Sandy Wenger

Sandy Wenger, a seventh year Ph.D. candidate in the Department of Anthropology at UCI, studies how queer men in Malaysia both struggle with, and creatively challenge, societal ideas about love, masculinity, and the body. Nearing the end of her graduate journey, Wenger credits her strong friendship with her interlocutors as her motivation to begin her dissertation project. As she puts it, to do good research and sustain an interest in something through graduate school, “you need to find something that matters to you.”

Building long-term relationships with a community

Before moving to the U.S. to begin her Ph.D., Wenger lived and worked in Malaysia as an assistant professor teaching intercultural communication. During this time, she often met friends who were queer and invited her along to meet other gay men. She soon learned that her friends considered themselves “Bears” - gay men with large and hairy bodies - and subverted the normative idea that gay men ought to have lean and “fit” bodies. 

Despite being a woman and an outsider to the queer male subculture, she recalls feeling at home with her new friends right away. After months of hanging out with her, one of the men joked that she had become “one of the boys.” This camaraderie and friendship forms the basis of her dissertation research for the Ph.D. 

“One of the reasons we got along so well is because they struggle with their body...And that’s something I can relate to, you know, being a fat woman,” she says. “For instance, if I go and buy food (at the supermarket), people will comment and critique what I purchase. Sometimes in a positive way and sometimes negatively." This was an experience she shared with the men she worked with for her research.

Over ten years of knowing the men, their concerns have increasingly focused on how to find and maintain romantic relationships as people with large bodies. “That’s one of the things they really struggle with...in relationships when their partner starts policing certain body practices,” she says.

Careful and sensitive ethnographer

During her fieldwork for the dissertation, Wenger’s conversations with the men often touched on highly personal yet universal issues--how do you find love, how do you find a partner who will be accepting of your body, and what are desirable ways to be masculine despite not fitting into the norms of Malaysian society or the mainstream gay culture? These conversations required interlocutors to trust the researcher with their stories.

Keith Murphy, professor and one of her advisors in the Department of Anthropology, underscores the importance of her careful research. “Sandy’s an extremely talented ethnographer and sensitive writer. She conveys the stories of the guys she works with in a kind of intimate register that only comes from a long-term commitment to a community that loves her back,” he says. “It’s striking the degree to which Sandy is able to depict the reality of the guys’ everyday lives and relationships in ways that makes me want to meet them, shake their hands, laugh alongside them, and sometimes even give them a hug. I can’t say I’ve ever read any other ethnographic work that’s invoked that kind of reaction in me.”
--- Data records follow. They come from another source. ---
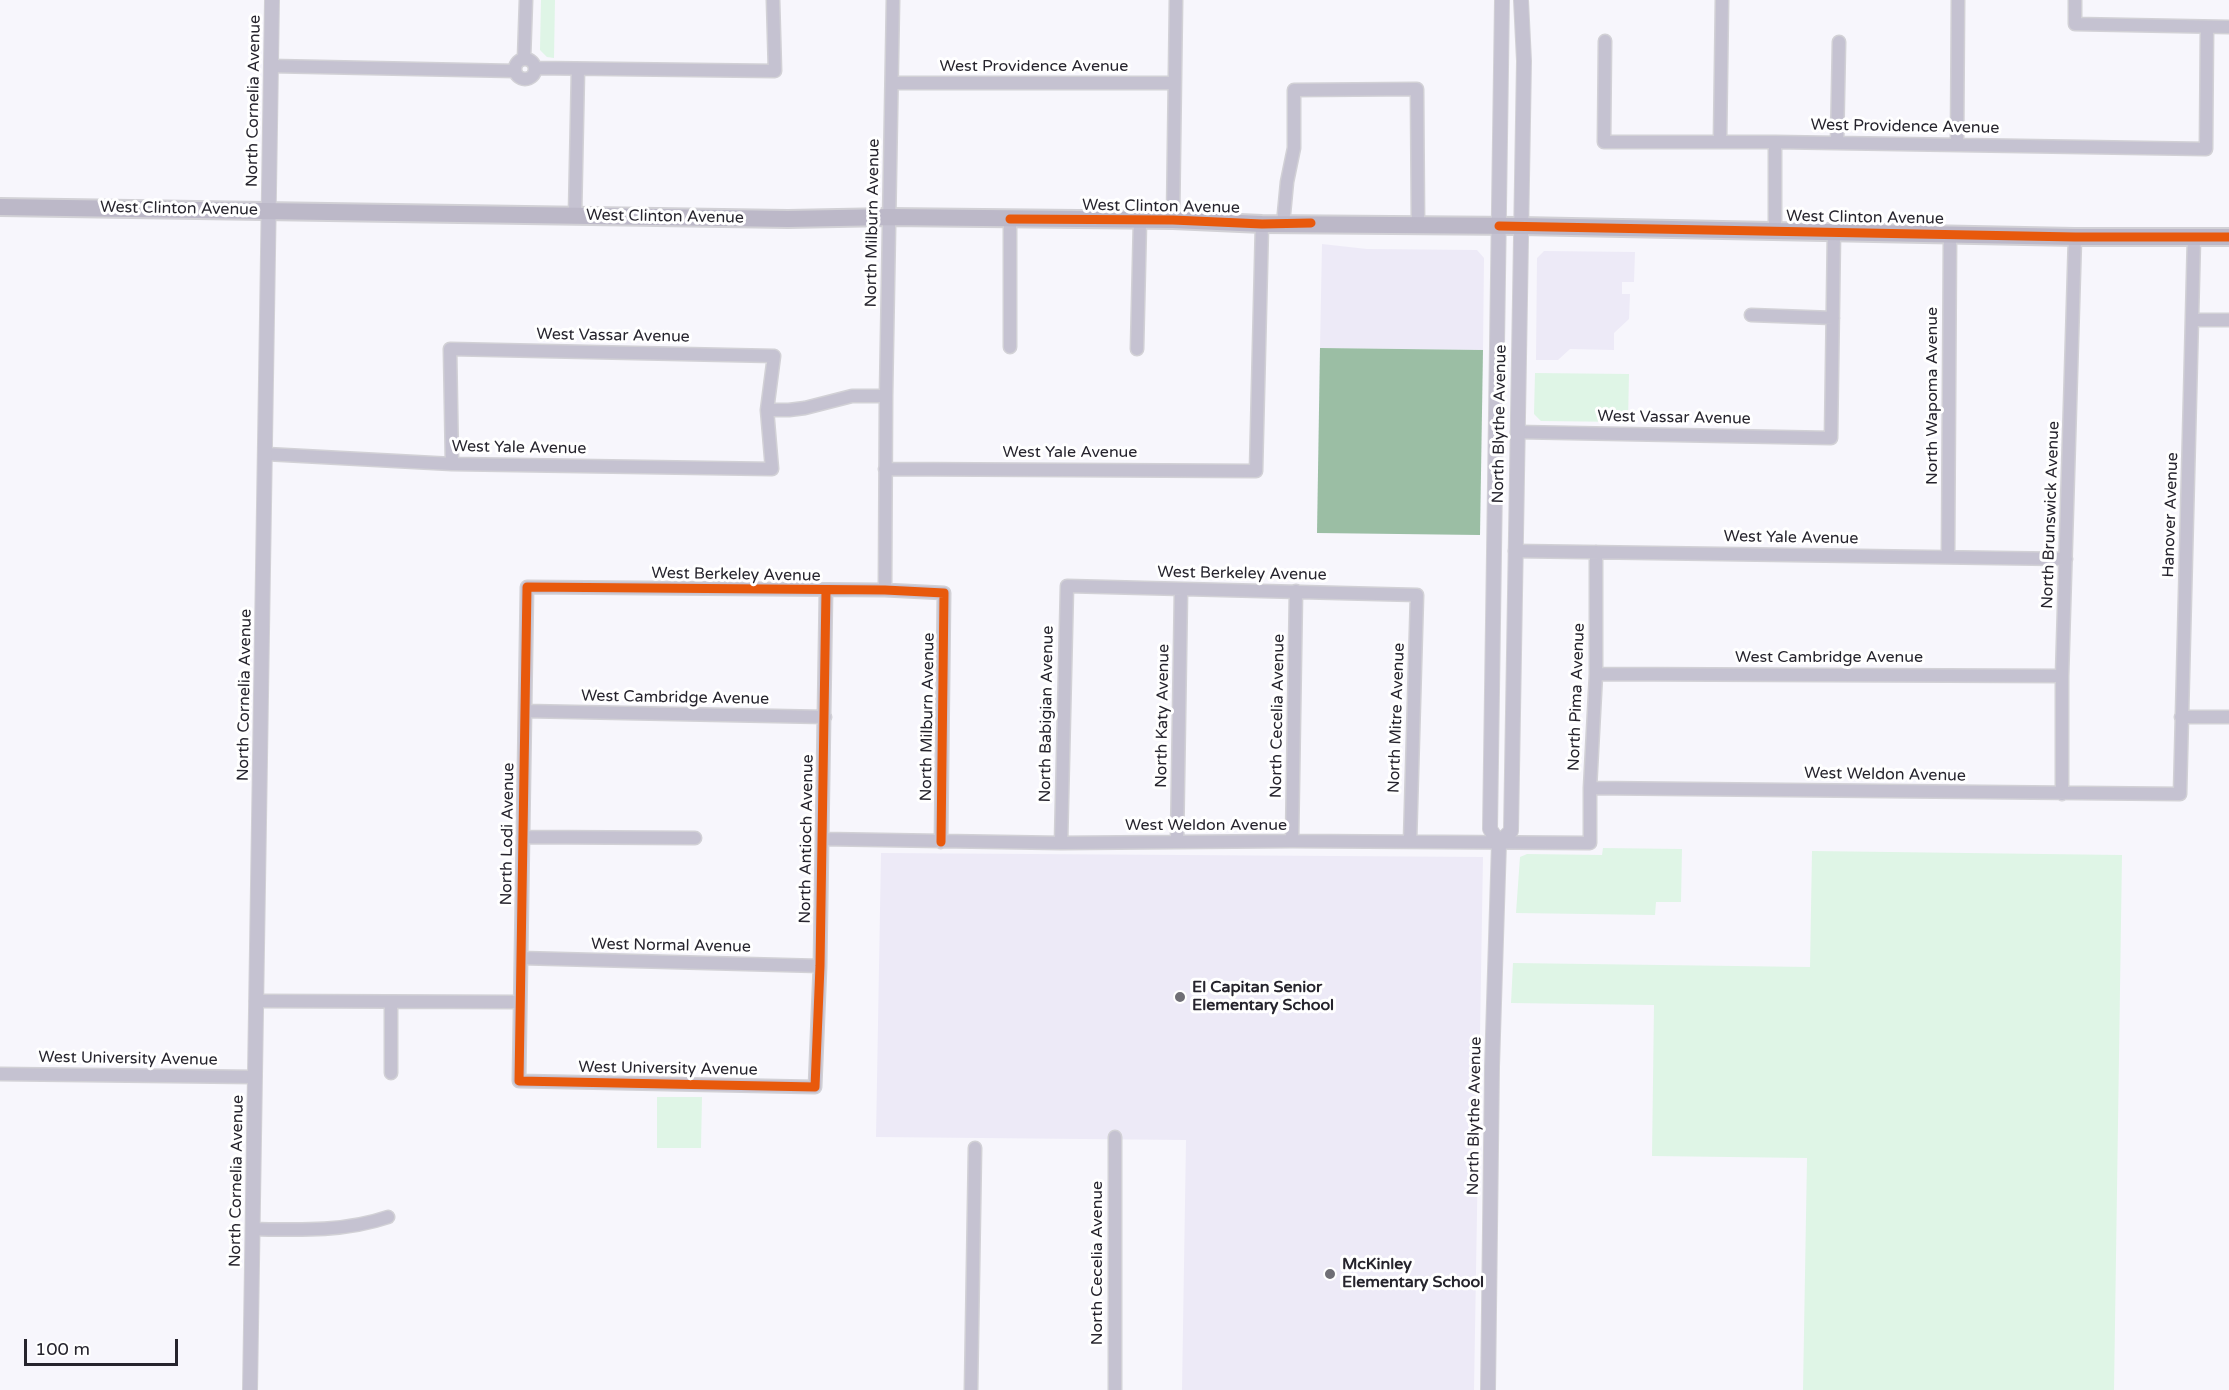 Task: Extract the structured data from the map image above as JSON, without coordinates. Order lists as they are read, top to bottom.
{
  "streets": {
    "main road": ["West Clinton Avenue"],
    "street": [
      "West Providence Avenue",
      "North Cornelia Avenue",
      "North Milburn Avenue",
      "West Vassar Avenue",
      "North Wapoma Avenue",
      "North Blythe Avenue",
      "West Yale Avenue",
      "North Brunswick Avenue",
      "Hanover Avenue",
      "West Berkeley Avenue",
      "West Cambridge Avenue",
      "North Pima Avenue",
      "North Babigian Avenue",
      "North Katy Avenue",
      "North Cecelia Avenue",
      "North Mitre Avenue",
      "West Weldon Avenue",
      "North Lodi Avenue",
      "North Antioch Avenue",
      "West Normal Avenue",
      "West University Avenue"
    ]
  },
  "crossings": [
    ["West Providence Avenue", "North Milburn Avenue"],
    ["North Cornelia Avenue", "West Clinton Avenue"],
    ["North Cornelia Avenue", "West Yale Avenue"],
    ["North Cornelia Avenue", "West University Avenue"],
    ["West Clinton Avenue", "North Milburn Avenue"],
    ["West Clinton Avenue", "North Wapoma Avenue"],
    ["West Clinton Avenue", "North Blythe Avenue"],
    ["West Clinton Avenue", "West Yale Avenue"],
    ["West Clinton Avenue", "North Brunswick Avenue"],
    ["West Clinton Avenue", "Hanover Avenue"],
    ["North Milburn Avenue", "West Yale Avenue"],
    ["North Milburn Avenue", "West Berkeley Avenue"],
    ["North Milburn Avenue", "West Weldon Avenue"],
    ["West Vassar Avenue", "North Blythe Avenue"],
    ["West Vassar Avenue", "West Yale Avenue"],
    ["North Wapoma Avenue", "West Yale Avenue"],
    ["North Blythe Avenue", "West Yale Avenue"],
    ["North Blythe Avenue", "West Weldon Avenue"],
    ["West Yale Avenue", "North Brunswick Avenue"],
    ["West Yale Avenue", "North Pima Avenue"],
    ["North Brunswick Avenue", "West Cambridge Avenue"],
    ["North Brunswick Avenue", "West Weldon Avenue"],
    ["Hanover Avenue", "West Weldon Avenue"],
    ["West Berkeley Avenue", "North Babigian Avenue"],
    ["West Berkeley Avenue", "North Katy Avenue"],
    ["West Berkeley Avenue", "North Cecelia Avenue"],
    ["West Berkeley Avenue", "North Mitre Avenue"],
    ["West Berkeley Avenue", "North Lodi Avenue"],
    ["West Berkeley Avenue", "North Antioch Avenue"],
    ["West Cambridge Avenue", "North Pima Avenue"],
    ["West Cambridge Avenue", "North Lodi Avenue"],
    ["West Cambridge Avenue", "North Antioch Avenue"],
    ["North Pima Avenue", "West Weldon Avenue"],
    ["North Babigian Avenue", "West Weldon Avenue"],
    ["North Katy Avenue", "West Weldon Avenue"],
    ["North Cecelia Avenue", "West Weldon Avenue"],
    ["North Mitre Avenue", "West Weldon Avenue"],
    ["West Weldon Avenue", "North Antioch Avenue"],
    ["North Lodi Avenue", "West Normal Avenue"],
    ["North Lodi Avenue", "West University Avenue"],
    ["North Antioch Avenue", "West Normal Avenue"],
    ["North Antioch Avenue", "West University Avenue"]
  ],
  "places": ["El Capitan Senior Elementary School", "McKinley Elementary School"],
  "scale_bar": "100 m"
}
From a working-class family

Coming from a working-class family in rural Germany, Wenger’s academic journey has been unconventional. During her undergraduate training in English studies, a professor encouraged her to get her master’s and sparked an interest in higher education. To follow her interest in research as a working-class scholar meant she often needed to work multiple jobs throughout her education, ranging from work as a nanny, a cook, and a security guard to a German language teacher.

While at UCI, she has won the Christian Werner fellowship twice, awarded by the School of Social Sciences in recognition of academic merit. She reflects that these fellowships help working class scholars and international students like her - for whom visa restrictions make it hard to find funding support - by giving them much needed financial resources to write the dissertation.  

Why UCI?

Although originally drawn to the UCI faculty working in her areas of interest, Wenger was especially excited about the wide variety of work she would gain exposure to within the department. These include topics ranging from political and legal research to ethnographic fiction and visual representation.

Respectful relationships and friendships with both faculty and graduate students have been defining features of her time in the program.

“It was very important to me to have collegial and supportive students in the graduate program,” she says, and that is exactly what she found at UCI.

As many of her peers attest, “Sandy contributes immensely to the positive culture of the department.” She has been a part of diverse initiatives within the Department of Anthropology: addressed graduate student concerns as a Departmental Graduate Student Representative, mentored undergraduate students through the Graduate-Undergraduate Mentorship Program, and as an organizer of Working Title, a workshop run by graduate students to provide feedback on ethnographic writing.

What’s next?

Wenger’s research showed her that there is an urgent need for mental health support specific to the concerns of queer communities. After the Ph.D., she plans to address these needs by training to become a mental health professional who can provide care for queer persons.